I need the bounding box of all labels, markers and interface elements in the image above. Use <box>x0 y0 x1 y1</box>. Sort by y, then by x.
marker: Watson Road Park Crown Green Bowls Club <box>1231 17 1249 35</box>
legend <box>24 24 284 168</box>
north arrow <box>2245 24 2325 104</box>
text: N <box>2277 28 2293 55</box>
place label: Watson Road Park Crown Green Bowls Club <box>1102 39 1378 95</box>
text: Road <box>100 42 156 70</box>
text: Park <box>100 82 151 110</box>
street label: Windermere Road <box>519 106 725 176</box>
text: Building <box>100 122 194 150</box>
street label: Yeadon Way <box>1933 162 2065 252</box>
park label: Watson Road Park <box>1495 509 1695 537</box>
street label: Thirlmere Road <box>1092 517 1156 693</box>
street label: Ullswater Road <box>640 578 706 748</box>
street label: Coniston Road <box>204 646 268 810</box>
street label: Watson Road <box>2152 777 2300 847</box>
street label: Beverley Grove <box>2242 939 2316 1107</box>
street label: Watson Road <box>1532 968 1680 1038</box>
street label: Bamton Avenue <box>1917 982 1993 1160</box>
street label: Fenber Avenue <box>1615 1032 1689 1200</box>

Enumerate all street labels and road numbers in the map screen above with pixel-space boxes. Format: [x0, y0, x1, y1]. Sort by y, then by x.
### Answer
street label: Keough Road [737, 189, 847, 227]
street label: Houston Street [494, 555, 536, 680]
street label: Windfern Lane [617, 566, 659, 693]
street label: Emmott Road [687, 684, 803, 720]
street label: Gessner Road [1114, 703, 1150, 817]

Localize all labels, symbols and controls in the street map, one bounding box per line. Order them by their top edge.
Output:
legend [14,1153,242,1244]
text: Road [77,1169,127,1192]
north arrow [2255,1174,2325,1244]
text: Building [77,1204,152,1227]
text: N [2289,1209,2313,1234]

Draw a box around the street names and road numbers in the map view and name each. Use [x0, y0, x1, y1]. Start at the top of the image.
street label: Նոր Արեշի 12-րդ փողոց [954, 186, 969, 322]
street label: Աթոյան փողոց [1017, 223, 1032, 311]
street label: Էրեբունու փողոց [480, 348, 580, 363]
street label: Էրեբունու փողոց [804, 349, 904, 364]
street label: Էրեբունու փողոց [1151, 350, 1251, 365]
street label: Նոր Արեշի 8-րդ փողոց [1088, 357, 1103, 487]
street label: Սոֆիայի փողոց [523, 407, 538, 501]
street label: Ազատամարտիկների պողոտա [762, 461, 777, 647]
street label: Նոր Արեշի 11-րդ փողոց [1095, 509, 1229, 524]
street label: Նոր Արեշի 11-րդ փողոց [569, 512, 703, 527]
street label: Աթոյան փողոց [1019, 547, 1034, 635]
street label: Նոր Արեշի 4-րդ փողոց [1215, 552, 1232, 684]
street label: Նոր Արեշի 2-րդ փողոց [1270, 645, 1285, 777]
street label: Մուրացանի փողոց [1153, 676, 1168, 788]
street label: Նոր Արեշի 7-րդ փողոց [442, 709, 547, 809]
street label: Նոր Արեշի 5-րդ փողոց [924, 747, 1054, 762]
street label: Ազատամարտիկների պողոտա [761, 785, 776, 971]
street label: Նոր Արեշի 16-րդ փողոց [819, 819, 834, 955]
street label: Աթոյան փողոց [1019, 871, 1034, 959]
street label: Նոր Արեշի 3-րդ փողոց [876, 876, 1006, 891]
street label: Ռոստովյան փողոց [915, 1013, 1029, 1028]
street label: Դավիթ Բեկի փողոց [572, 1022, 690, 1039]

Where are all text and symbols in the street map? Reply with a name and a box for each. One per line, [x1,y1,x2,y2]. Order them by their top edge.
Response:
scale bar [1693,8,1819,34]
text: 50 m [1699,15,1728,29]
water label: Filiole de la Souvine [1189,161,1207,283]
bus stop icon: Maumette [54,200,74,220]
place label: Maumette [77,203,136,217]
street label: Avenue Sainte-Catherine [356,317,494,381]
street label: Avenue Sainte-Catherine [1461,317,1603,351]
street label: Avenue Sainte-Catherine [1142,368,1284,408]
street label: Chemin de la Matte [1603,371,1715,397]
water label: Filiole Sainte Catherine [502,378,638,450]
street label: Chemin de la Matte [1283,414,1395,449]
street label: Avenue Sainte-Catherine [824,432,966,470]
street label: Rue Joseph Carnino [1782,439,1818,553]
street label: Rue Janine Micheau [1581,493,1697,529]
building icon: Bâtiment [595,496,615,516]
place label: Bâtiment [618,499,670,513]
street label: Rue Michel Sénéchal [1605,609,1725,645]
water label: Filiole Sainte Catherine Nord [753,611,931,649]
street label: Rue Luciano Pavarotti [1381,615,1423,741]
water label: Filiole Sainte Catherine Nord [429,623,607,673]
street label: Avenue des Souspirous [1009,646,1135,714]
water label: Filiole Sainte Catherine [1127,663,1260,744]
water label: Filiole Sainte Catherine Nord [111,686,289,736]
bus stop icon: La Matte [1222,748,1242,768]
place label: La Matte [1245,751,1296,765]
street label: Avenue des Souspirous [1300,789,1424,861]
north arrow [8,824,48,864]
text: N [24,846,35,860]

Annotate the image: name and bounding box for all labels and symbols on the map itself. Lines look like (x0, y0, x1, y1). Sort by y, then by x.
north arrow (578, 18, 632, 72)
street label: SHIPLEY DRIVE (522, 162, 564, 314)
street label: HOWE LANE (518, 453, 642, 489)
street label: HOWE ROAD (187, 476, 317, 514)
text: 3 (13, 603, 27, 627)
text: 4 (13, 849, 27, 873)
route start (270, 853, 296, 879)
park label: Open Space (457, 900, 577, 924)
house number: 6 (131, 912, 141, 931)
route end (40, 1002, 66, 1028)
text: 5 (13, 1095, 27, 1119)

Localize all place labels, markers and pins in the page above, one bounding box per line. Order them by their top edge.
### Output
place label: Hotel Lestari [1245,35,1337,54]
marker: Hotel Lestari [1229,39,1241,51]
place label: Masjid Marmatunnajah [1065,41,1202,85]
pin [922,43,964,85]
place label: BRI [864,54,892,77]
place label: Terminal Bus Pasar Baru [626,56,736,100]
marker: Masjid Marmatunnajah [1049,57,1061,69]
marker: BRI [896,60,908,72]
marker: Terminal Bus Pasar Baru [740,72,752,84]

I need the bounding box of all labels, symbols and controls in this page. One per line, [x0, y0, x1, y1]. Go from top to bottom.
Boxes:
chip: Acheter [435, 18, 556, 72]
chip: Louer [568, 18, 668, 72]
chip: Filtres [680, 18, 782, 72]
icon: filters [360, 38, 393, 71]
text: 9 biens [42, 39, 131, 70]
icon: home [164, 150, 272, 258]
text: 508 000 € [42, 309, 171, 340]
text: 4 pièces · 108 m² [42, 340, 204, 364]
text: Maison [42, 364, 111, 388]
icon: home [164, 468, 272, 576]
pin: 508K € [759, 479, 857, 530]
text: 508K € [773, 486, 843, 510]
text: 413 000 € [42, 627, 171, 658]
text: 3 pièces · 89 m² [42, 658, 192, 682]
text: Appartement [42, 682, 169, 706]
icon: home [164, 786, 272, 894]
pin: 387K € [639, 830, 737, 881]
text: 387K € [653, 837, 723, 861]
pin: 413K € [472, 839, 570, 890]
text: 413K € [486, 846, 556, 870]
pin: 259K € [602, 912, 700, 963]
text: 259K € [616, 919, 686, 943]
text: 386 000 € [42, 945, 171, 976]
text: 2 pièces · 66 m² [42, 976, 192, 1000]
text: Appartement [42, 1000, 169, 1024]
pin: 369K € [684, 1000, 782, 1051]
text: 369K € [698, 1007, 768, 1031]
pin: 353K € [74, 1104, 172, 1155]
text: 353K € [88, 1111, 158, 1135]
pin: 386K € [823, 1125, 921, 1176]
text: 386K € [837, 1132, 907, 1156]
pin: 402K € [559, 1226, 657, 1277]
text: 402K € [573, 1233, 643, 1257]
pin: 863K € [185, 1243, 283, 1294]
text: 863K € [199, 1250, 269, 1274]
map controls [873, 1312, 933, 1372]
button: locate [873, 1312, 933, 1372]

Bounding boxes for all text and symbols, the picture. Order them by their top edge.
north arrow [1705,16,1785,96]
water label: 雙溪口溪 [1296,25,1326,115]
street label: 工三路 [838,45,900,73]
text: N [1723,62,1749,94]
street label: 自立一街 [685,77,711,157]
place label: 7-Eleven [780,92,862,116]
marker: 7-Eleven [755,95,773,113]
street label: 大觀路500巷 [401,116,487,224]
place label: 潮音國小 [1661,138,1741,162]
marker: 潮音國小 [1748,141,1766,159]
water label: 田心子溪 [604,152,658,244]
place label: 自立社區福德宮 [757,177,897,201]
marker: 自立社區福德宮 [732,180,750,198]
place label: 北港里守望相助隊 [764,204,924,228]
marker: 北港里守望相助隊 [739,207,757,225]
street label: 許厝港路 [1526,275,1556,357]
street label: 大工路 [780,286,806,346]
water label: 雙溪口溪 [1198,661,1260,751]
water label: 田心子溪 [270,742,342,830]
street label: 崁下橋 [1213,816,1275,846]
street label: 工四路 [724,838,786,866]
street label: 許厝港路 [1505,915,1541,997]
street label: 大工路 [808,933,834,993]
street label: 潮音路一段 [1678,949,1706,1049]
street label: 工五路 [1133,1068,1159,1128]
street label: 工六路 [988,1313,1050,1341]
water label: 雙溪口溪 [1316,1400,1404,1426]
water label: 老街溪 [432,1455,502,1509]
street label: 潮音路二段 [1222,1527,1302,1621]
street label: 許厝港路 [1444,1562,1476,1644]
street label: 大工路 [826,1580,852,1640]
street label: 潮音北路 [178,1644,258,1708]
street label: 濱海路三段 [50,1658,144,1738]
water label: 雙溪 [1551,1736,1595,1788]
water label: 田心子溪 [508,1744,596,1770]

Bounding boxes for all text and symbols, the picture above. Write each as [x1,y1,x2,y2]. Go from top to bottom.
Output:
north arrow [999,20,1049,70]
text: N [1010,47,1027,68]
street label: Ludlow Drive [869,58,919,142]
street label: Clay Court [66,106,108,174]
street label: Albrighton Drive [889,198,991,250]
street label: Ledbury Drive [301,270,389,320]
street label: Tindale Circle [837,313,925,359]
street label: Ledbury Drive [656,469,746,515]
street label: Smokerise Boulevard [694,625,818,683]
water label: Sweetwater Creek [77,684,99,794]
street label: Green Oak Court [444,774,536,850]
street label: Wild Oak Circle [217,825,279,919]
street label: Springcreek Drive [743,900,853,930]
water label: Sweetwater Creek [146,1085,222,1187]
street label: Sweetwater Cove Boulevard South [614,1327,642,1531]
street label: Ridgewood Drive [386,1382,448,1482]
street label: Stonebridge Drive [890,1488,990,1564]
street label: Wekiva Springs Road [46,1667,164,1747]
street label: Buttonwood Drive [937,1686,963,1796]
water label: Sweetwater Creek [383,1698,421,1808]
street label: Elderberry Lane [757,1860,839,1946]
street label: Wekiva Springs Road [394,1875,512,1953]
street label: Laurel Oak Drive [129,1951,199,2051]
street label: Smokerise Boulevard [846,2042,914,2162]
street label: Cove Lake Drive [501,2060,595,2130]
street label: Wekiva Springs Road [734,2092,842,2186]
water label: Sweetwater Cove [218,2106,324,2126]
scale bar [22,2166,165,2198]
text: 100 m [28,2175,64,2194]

^^^^^^^^

WORK TO COMPLETE> Looking at the listing above, which lines hold "Crown"? Copy every such line.

TASK RESPONSE>
marker: Watson Road Park Crown Green Bowls Club <box>1231 17 1249 35</box>
place label: Watson Road Park Crown Green Bowls Club <box>1102 39 1378 95</box>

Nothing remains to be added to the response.